À l'origine, la tarte aux pruneaux était le seul repas de la journée. Consommée le soir, elle permettait de rompre le jeûne tenu au long de la journée. Si le jeûne est de moins en moins suivi aujourd'hui – même s'il gagne à nouveau en intérêt depuis une dizaine d'années pour les bienfaits qu'il apporte –, la tarte aux pruneaux du Jeûne fédéral reste un incontournable de la tradition culinaire suisse.

Histoire

La tradition du jeûne date du Moyen-Âge et avait, à l'origine, pour objectif de faire pénitence.

Au départ, la date de célébration n'était pas fixe et il n'était par rare d'en avoir plusieurs par année. Guerres, mauvaises récoltes, épidémies, … les pénitences étaient souvent motivées par des circonstances diverses, lorsqu'il fallait s'attirer les bonnes grâces du Très-Haut pour bénéficier d'un sort favorable. Dans ce but, on prononçait donc un jour de contritions, de prières et de procession.

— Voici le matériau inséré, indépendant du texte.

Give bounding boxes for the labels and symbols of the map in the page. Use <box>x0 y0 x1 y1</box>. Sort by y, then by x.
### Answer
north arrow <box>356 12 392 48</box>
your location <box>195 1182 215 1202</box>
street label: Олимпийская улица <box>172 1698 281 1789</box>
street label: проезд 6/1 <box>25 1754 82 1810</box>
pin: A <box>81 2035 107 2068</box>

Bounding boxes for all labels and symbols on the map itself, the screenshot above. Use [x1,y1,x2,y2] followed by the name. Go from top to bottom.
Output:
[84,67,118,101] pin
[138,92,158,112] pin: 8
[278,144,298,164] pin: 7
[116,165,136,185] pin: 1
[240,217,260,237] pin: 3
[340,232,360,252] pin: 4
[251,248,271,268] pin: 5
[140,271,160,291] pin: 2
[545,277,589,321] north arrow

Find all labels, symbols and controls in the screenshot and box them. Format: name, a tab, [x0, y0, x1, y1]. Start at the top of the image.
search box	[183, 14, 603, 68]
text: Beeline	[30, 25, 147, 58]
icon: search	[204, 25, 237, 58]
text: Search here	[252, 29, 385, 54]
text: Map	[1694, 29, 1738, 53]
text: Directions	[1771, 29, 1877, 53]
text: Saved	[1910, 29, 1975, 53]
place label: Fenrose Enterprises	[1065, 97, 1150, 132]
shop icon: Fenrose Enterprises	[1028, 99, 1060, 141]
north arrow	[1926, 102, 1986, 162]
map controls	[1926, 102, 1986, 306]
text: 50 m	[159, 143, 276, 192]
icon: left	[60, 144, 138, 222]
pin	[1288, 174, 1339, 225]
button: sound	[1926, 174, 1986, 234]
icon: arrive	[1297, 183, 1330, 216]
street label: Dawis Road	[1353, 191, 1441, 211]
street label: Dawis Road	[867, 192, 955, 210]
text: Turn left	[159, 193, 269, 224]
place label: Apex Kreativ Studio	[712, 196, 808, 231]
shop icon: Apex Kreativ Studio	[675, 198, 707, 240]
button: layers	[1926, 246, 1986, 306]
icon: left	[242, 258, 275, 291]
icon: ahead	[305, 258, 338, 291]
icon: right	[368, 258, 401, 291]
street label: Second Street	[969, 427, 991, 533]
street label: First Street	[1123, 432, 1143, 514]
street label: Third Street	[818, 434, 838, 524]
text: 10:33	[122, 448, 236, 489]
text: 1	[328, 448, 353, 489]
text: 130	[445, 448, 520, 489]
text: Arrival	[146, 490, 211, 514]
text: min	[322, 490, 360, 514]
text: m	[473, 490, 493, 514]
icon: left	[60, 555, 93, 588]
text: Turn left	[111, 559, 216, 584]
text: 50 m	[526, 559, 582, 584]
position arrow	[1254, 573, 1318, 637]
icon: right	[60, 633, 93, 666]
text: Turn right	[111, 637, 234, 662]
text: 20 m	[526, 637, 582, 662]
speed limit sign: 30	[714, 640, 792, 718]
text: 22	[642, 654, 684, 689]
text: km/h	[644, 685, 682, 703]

En 1639, pour uniformiser et simplifier, la Diète protestante décrète l’introduction d’un jour de jeûne annuel. La Diète catholique en fait de même en 1643. L'objectif était de renforcer l'unité et la solidarité entre les cantons.

Mais ce n'est qu'en 1832 qu'il est décidé d'une date commune pour toute la Suisse, en l’occurrence le troisième dimanche de septembre dans le but de favoriser :

  • l'unité nationale : après les tumultes de la Révolution française et les guerres napoléoniennes, la Suisse cherchait à consolider son unité.
  • la paix religieuse : le Jeûne fédéral devait permettre de dépasser les divisions religieuses et de renforcer la cohésion nationale.
  • la reconnaissance de la souveraineté : une manière pour la Confédération d'affirmer sa souveraineté nouvellement acquise.

Exceptions :

  • Le canton de Genève continue de le fêter le jeudi suivant le premier dimanche de septembre.
  • Le Valais a la particularité d'être le seul canton à ne pas suivre le jeûne fédéral par tradition locale – le Valais dispose de ses traditions religieuses et culinaires spécifiques qui diffèrent du reste de la Suisse –, pour limiter l'impact sur l'économie agricole – le Valais était très largement agricole, le jeûne avait des répercutions sur les revenus des agriculteurs – et d'autonomie – le Valais a toujours revendiqué une certaine autonomie par rapport à la Confédération.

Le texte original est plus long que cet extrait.